ACTION ITEM
Retype every entry below exactly as it stands.

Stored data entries
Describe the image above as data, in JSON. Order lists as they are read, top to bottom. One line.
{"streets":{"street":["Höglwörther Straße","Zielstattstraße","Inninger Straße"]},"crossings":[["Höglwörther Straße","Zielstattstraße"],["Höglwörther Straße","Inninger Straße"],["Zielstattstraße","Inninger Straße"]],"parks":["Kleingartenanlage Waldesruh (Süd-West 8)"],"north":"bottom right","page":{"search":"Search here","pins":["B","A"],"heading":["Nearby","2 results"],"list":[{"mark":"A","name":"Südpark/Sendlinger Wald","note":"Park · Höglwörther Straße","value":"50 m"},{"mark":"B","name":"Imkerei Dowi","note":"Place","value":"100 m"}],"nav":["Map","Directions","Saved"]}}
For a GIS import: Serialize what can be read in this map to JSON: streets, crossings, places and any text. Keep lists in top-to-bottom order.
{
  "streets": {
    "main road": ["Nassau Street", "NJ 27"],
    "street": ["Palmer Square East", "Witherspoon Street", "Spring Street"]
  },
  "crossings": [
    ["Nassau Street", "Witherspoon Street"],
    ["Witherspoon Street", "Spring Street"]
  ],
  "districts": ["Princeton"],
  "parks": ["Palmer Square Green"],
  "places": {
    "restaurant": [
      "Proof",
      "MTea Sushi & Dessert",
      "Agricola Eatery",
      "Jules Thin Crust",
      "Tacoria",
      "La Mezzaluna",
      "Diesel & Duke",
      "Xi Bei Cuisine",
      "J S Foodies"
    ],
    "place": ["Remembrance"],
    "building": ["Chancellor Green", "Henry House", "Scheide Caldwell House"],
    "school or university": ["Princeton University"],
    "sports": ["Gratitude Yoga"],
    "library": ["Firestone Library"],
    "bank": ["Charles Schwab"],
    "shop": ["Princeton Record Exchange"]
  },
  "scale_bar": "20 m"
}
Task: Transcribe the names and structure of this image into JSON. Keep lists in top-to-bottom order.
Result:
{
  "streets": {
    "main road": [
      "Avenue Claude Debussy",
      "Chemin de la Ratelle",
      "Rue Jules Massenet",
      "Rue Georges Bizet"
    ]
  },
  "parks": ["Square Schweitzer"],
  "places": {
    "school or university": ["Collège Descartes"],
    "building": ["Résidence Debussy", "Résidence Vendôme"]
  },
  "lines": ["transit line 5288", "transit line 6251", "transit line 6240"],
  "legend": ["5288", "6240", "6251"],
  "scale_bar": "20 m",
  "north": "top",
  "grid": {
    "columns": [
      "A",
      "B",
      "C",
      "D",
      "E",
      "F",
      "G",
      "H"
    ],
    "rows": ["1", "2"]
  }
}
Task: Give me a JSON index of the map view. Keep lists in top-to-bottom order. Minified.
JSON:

EXERCISE OUTPUT
Describe the image above as data, in JSON. Order lists as they are read, top to bottom. One line.
{"streets":{"street":["Höglwörther Straße","Zielstattstraße","Inninger Straße"]},"crossings":[["Höglwörther Straße","Zielstattstraße"],["Höglwörther Straße","Inninger Straße"],["Zielstattstraße","Inninger Straße"]],"parks":["Kleingartenanlage Waldesruh (Süd-West 8)"],"north":"bottom right","page":{"search":"Search here","pins":["B","A"],"heading":["Nearby","2 results"],"list":[{"mark":"A","name":"Südpark/Sendlinger Wald","note":"Park · Höglwörther Straße","value":"50 m"},{"mark":"B","name":"Imkerei Dowi","note":"Place","value":"100 m"}],"nav":["Map","Directions","Saved"]}}
For a GIS import: Serialize what can be read in this map to JSON: streets, crossings, places and any text. Keep lists in top-to-bottom order.
{
  "streets": {
    "main road": ["Nassau Street", "NJ 27"],
    "street": ["Palmer Square East", "Witherspoon Street", "Spring Street"]
  },
  "crossings": [
    ["Nassau Street", "Witherspoon Street"],
    ["Witherspoon Street", "Spring Street"]
  ],
  "districts": ["Princeton"],
  "parks": ["Palmer Square Green"],
  "places": {
    "restaurant": [
      "Proof",
      "MTea Sushi & Dessert",
      "Agricola Eatery",
      "Jules Thin Crust",
      "Tacoria",
      "La Mezzaluna",
      "Diesel & Duke",
      "Xi Bei Cuisine",
      "J S Foodies"
    ],
    "place": ["Remembrance"],
    "building": ["Chancellor Green", "Henry House", "Scheide Caldwell House"],
    "school or university": ["Princeton University"],
    "sports": ["Gratitude Yoga"],
    "library": ["Firestone Library"],
    "bank": ["Charles Schwab"],
    "shop": ["Princeton Record Exchange"]
  },
  "scale_bar": "20 m"
}
Task: Transcribe the names and structure of this image into JSON. Keep lists in top-to-bottom order.
Result:
{
  "streets": {
    "main road": [
      "Avenue Claude Debussy",
      "Chemin de la Ratelle",
      "Rue Jules Massenet",
      "Rue Georges Bizet"
    ]
  },
  "parks": ["Square Schweitzer"],
  "places": {
    "school or university": ["Collège Descartes"],
    "building": ["Résidence Debussy", "Résidence Vendôme"]
  },
  "lines": ["transit line 5288", "transit line 6251", "transit line 6240"],
  "legend": ["5288", "6240", "6251"],
  "scale_bar": "20 m",
  "north": "top",
  "grid": {
    "columns": [
      "A",
      "B",
      "C",
      "D",
      "E",
      "F",
      "G",
      "H"
    ],
    "rows": ["1", "2"]
  }
}
Task: Give me a JSON index of the map view. Keep lists in top-to-bottom order. Minified.
JSON:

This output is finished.